The joke (or mystery) behind Three Men to Kill is really Gerfaut's identity. As he takes advances on his would-be killers, the viewer asks who's the cat and who's the mouse? Gerfaut seemingly knows his killers' next move before they do. Is it just luck? Gerfaut makes a joke before sitting at his poker game that maybe being a Good Samaritan and helping the injured driver would give him some luck. Are the killers inept? No, the three initial hits are ice-cold and professional and clean, Gerfaut was the deux ex machina in the plan. Even Bea, when questioned about what she knows about Gerfaut, can't relay much: his past is a mystery. She only knows that she is in love with him and that he is a very good gambler. So Deray's joke on the viewer is guessing how good of a gambler Gerfaut is.I love the action scenes in Three Men to Kill and my man-crush for Delon does not wane. His trademark stoic and icy appearance becomes a true asset to his character, and Deray, his frequent collaborator, uses Delon's acting ability well. The peephole hit is a terrific sequence, as are some of the subsequent kills, including a very, very cold and intense one in a hospital bathroom. A good bit of subtle humor is thrown into mix, concerning Gerfaut's identity, and it's a welcome foil to the sometimes intense sequences. Dalila Di Lazzaro's Bea is a wonderful accompanying character to Gerfaut: she's easy-going and breezy but deeply loves Gerfaut and really shows it in a particular scene. Three Men to Kill escalates to its totally unexpected conclusion, and I love the final scene, which just put a big smile on my face. Deray's style and dark humor is not for everyone, but I think the underrated director is quite talented. The unassuming Three Men to Kill ranks as a Delon favorite. See it.


Mr.LargePackage said...

Keep those blogs rolling Hans. I am still waiting for the crown jewel of modern cinema, Disturbing Behavior. Perhaps we can get razor sometime soon, and that is large and in charge.

Neil Fulwood said...

Good to see more Delon on the blog. Damn, the man was cool!
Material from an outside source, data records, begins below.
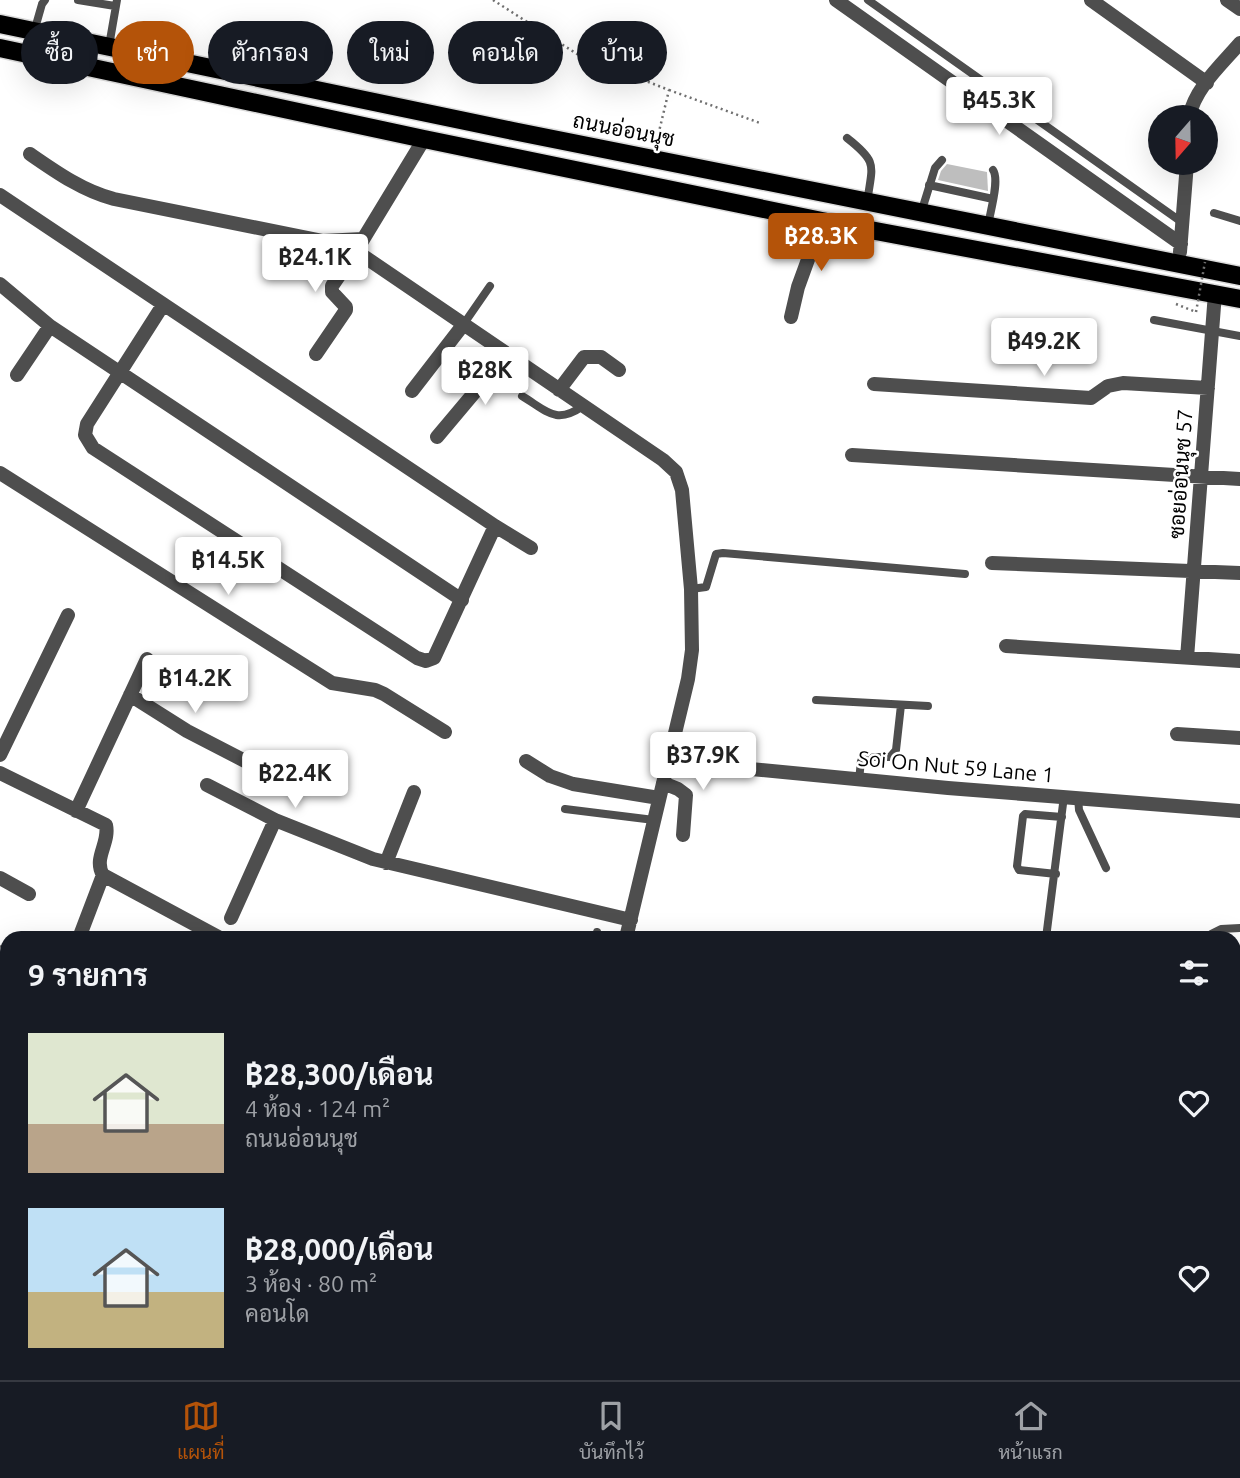 <!DOCTYPE html>
<html lang="th">
<head>
<meta charset="utf-8">
<style>
  :root { --surface:#171b24; --page:#20242c; --text:#f1f3f6; --muted:#9ea1a6; --line:#363941; --accent:#b45309 }
  body { margin:0; font-family:Ubuntu,Sarabun,sans-serif; background:var(--page); color:var(--text); height:100vh; display:flex; flex-direction:column; font-size:26px; white-space:nowrap }
  * { box-sizing:border-box; margin:0 }
  p { font-size:23px; color:var(--muted) }
  .icon { flex:none; width:38px; height:38px; fill:none; stroke:currentColor; stroke-width:2; stroke-linecap:round; stroke-linejoin:round }
  .map { position:relative; flex:1; overflow:hidden }
  .details { position:absolute; left:0px; top:931px; width:1241px; height:450px; display:flex; flex-direction:column; background:var(--surface); border-radius:21px 21px 0 0; box-shadow:0 7px 28px #0002 }
  .details>* { flex:none }
  .hud { position:absolute; left:21px; top:21px; width:700px; height:63px; display:flex; gap:14px }
  .needle { width:46px; rotate:200deg }
  .fabs { position:absolute; left:1148px; top:105px; display:grid; gap:14px }
  .fabs a { display:grid; place-items:center; width:70px; height:70px; border-radius:50%; background:var(--surface); box-shadow:0 7px 28px #0002; font-size:35px }
  .price { position:absolute; translate:-50% -60px; padding:0 16px; border-radius:7px; background:#fff; color:#222; font-size:23px; line-height:46px; filter:drop-shadow(0 2px 4px #0008) }
  .price::after { content:''; position:absolute; left:50%; top:42px; width:21px; height:16px; margin-left:-10px; background:inherit; clip-path:polygon(0 0,100% 0,50% 100%) }
  .price.active { background:var(--accent); color:#fff }
  ul { padding:0; list-style:none }
  li { display:flex; align-items:center; gap:21px; height:175px; padding:0 28px }
  li span { display:grid; place-items:center; flex:none; width:196px; height:140px; border-radius:0px; color:#555 }
  li>.icon { margin-inline-start:auto }
  span .icon { width:84px; height:84px; fill:#fffc; stroke-width:1 }
  li b { font-size:30px }
  h2 { display:flex; justify-content:space-between; align-items:center; height:84px; padding:0 28px; font-size:30px }
  .chip { padding:0 24px; border-radius:32px; background:var(--surface); box-shadow:0 7px 28px #0002; font-size:24px; line-height:63px }
  .chip.active { background:var(--accent); color:#fff }
  .tabs { display:flex; justify-content:space-around; align-items:center; height:98px; border-top:2px solid var(--line); background:var(--surface); font-size:19px; color:var(--muted) }
  .tabs a { display:grid; justify-items:center; gap:4px }
  .tabs .active { color:var(--accent) }
  .map>svg:first-child { display:block }
</style>
</head>
<body>
<div class="map">
<svg width="1240" height="1380" viewBox="0 0 1240 1380">
  <rect width="100%" height="100%" fill="#fff"/>
  <path fill="#bebebe" d="M947 164 987 172 988 191 938 180 941 171Z"/>
  <g fill="none" stroke-linecap="round" stroke-linejoin="round">
    <g stroke="#dbdbdb" stroke-width="21">
      <path id="primary" d="M0 24 513 131 1240 276
        M0 48 424 139 822 221 1240 299"/>
    </g>
    <path stroke="#707070" stroke-width="2.5" stroke-dasharray="2 3.5" stroke-linecap="butt" d="M493 0 577 54 669 90 656 144
      M669 90 760 123
      M1176 304 1196 312
      M0 946 7 949
      M0 1015 7 1018
      M1234 1127 1240 1128
      M1234 1192 1240 1193"/>
    <path stroke="#4e4e4e" stroke-width="8" d="M78 0 115 6
      M868 0 1183 223
      M34 32 42 4 45 0
      M109 46 117 0
      M847 138C879 163 872 165 867 203
      M929 185 993 199
      M921 213 935 168 942 160
      M1214 213 1240 221
      M988 226C990 212 1000 180 993 170
      M1154 320 1240 336
      M463 325 490 286
      M522 396C547 411 556 425 583 406
      M691 589 706 587 716 554 723 553 965 574
      M816 700 928 706
      M859 780 861 761 874 757H890L896 750 901 705
      M1078 797 1079 810 1106 868
      M565 809 654 820
      M1056 874 1019 870 1017 866 1023 816 1025 814 1062 817
      M596 938 597 932
      M1046 938 1064 796
      M1211 938V934L1221 929 1240 928
      M1234 1041 1240 985
      M1234 1072 1240 1073"/>
    <path stroke="#4e4e4e" stroke-width="14" d="M836 0 1181 244
      M1091 0 1207 83
      M1227 0 1240 9
      M1189 117C1195 88 1221 65 1240 43
      M30 154C56 172 83 191 114 199L323 241 363 239
      M0 195 495 526 531 548
      M356 251 663 460 676 472 682 490 691 589 692 650 688 679 626 938
      M1180 252 1187 163
      M0 284 50 326 462 600
      M163 305 87 424 85 435 93 448 417 658 426 661 434 658 495 526
      M791 317 798 287 822 221
      M316 354 346 310V307L332 292V286L356 251 424 139
      M17 375 50 326
      M874 384 1091 398 1108 386 1123 383 1208 388
      M559 390 584 357H601L619 370
      M412 391 463 325
      M437 437 506 355
      M852 455 1240 479
      M0 473 332 683 375 690 384 694 445 732
      M992 563 1240 573
      M1006 646 1240 661
      M1187 658 1215 293
      M130 695 187 731 245 761
      M1177 734 1240 738
      M0 755 68 615
      M526 761 550 776 573 784 659 798
      M668 761 948 788 1240 811
      M0 773 106 825C110 843 93 858 103 875L220 938
      M663 783 678 789 686 795 683 835
      M207 785 275 820 373 859 631 920
      M76 811 147 659
      M386 863 414 792
      M0 878 29 894
      M231 918 275 820
      M79 938 103 875
      M0 1226 7 1228
      M1234 1369H1240
      M320 1374 340 1380
      M890 1374V1380
      M1011 1374V1380
      M1136 1374V1380
      M1224 1374V1380
      M641 1380V1374
      M758 1380V1374"/>
    <use href="#primary" stroke="#000" stroke-width="18"/>
    <path stroke="#707070" stroke-width="2.5" stroke-dasharray="2 3.5" stroke-linecap="butt" d="M1196 312 1205 262"/>
  </g>
  <g text-anchor="middle" dominant-baseline="central" stroke-width="5" stroke-linejoin="round" paint-order="stroke">
    <g font-size="21" fill="#000" stroke="#fff">
      <text transform="translate(624 129) rotate(11)">ถนนอ่อนนุช</text>
      <text transform="translate(1180 474) rotate(-86)">ซอยอ่อนนุช 57</text>
      <text transform="translate(956 766) rotate(5)">Soi On Nut 59 Lane 1</text>
    </g>
  </g>
</svg>
<div class="fabs">
<a><svg class="needle" viewBox="-14 -14 28 28"><path d="M0-13l5 13h-10z" fill="#e53935"/><path d="M0 13l5-13h-10z" fill="#9ea1a6"/></svg></a>
</div>
<b class="price" style="left:999px;top:137px">฿45.3K</b>
<b class="price active" style="left:821px;top:273px">฿28.3K</b>
<b class="price" style="left:315px;top:294px">฿24.1K</b>
<b class="price" style="left:1044px;top:378px">฿49.2K</b>
<b class="price" style="left:485px;top:407px">฿28K</b>
<b class="price" style="left:228px;top:597px">฿14.5K</b>
<b class="price" style="left:195px;top:715px">฿14.2K</b>
<b class="price" style="left:703px;top:792px">฿37.9K</b>
<b class="price" style="left:295px;top:810px">฿22.4K</b>
<div class="hud">
<a class="chip">ซื้อ</a>
<a class="chip active">เช่า</a>
<a class="chip">ตัวกรอง</a>
<a class="chip">ใหม่</a>
<a class="chip">คอนโด</a>
<a class="chip">บ้าน</a>
</div>
<section class="details">
<h2>9 รายการ<svg class="icon" aria-label="filters" viewBox="0 0 24 24"><path d="M4 7h16M4 17h16"/><circle cx="9" cy="7" r="2"/><circle cx="15" cy="17" r="2"/></svg></h2>
<ul>
<li><span style="background:linear-gradient(#dfe7d0 65%,#b9a48a 0)"><svg class="icon" aria-label="home" viewBox="0 0 24 24"><path d="M3 11l9-7 9 7M6 9v11h12V9"/></svg></span><div><b>฿28,300/เดือน</b><p>4 ห้อง · 124 m²</p><p>ถนนอ่อนนุช</p></div><svg class="icon" aria-label="heart" viewBox="0 0 24 24"><path d="M12 20l-8-8c-3-5 5-10 8-4 3-6 11-1 8 4z"/></svg></li>
<li><span style="background:linear-gradient(#bfe0f5 60%,#c2b280 0)"><svg class="icon" aria-label="home" viewBox="0 0 24 24"><path d="M3 11l9-7 9 7M6 9v11h12V9"/></svg></span><div><b>฿28,000/เดือน</b><p>3 ห้อง · 80 m²</p><p>คอนโด</p></div><svg class="icon" aria-label="heart" viewBox="0 0 24 24"><path d="M12 20l-8-8c-3-5 5-10 8-4 3-6 11-1 8 4z"/></svg></li>
</ul>
</section>
</div>
<nav class="tabs">
<a class="active"><svg class="icon" aria-label="map" viewBox="0 0 24 24"><path d="M3 6l6-2 6 2 6-2v14l-6 2-6-2-6 2zM9 4v14M15 6v14"/></svg>แผนที่</a>
<a><svg class="icon" aria-label="saved" viewBox="0 0 24 24"><path d="M7 4h10v16l-5-4-5 4z"/></svg>บันทึกไว้</a>
<a><svg class="icon" aria-label="home" viewBox="0 0 24 24"><path d="M3 11l9-7 9 7M6 9v11h12V9"/></svg>หน้าแรก</a>
</nav>
</body>
</html>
Another great review. You really manage to capture the pace and excitement of the films you write about. As LargePackageEsq says, keep 'em rolling.

Aaron said...

I third that, been enjoying the reviews dude. I would watch this movie based on Dalila Di Lazzaro's presence alone. I saw her in "Flesh For Frankenstein" and immediately added some of her movies to my Netflix queue. She's gorgeous.

Hans A. said...

Thnx so much for all of your reading and commenting. It really means a lot.

Neil--I really appreciate your saying that about my writing. Coming from someone whose work I admire, it means a lot.

Aaron--I appreciate your kinds words too. Your blog and Neil's are two of my blogroll's top faves. Thnx again, man.

Delon, to repeat, was effing the coolest. Di Lazzaro is mad crazy sexy in this one.

Mr. LP, I'm still looking for my DB disc, and you're beautiful, baby!